- Work order:
Copy out each line of the data below in which the string "Lapidario" appears.

- Dataset entries:
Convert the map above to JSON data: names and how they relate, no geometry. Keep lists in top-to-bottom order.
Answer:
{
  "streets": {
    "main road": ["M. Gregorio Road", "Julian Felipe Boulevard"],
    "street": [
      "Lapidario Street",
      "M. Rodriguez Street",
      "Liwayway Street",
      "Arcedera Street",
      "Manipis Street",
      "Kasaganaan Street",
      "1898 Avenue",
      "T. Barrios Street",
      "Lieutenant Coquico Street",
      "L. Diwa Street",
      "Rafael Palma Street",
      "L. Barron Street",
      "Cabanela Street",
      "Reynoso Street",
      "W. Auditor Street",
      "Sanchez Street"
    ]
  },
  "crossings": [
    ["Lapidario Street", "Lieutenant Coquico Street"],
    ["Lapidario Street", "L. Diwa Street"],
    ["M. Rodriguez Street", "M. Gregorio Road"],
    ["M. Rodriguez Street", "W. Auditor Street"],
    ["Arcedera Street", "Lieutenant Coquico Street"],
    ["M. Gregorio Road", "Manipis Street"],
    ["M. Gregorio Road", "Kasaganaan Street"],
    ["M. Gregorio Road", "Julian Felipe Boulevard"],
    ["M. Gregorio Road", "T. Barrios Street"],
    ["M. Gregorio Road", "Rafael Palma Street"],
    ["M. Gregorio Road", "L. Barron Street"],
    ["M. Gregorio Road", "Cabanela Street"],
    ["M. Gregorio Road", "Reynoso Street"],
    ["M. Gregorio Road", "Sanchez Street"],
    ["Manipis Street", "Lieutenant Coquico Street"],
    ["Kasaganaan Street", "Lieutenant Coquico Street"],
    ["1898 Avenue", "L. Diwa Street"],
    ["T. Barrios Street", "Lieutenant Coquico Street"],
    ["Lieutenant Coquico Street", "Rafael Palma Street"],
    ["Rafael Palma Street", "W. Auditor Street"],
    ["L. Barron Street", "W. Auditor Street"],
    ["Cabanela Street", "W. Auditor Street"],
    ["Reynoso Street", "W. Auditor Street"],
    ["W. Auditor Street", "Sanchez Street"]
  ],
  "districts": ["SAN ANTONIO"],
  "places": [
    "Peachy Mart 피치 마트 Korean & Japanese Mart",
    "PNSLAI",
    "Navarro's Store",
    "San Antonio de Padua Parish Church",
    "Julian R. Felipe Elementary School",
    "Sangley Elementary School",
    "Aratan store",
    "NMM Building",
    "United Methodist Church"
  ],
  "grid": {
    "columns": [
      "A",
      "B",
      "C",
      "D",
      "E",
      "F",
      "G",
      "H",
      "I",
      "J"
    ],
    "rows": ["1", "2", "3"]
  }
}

- Written answer:
      "Lapidario Street",
    ["Lapidario Street", "Lieutenant Coquico Street"],
    ["Lapidario Street", "L. Diwa Street"],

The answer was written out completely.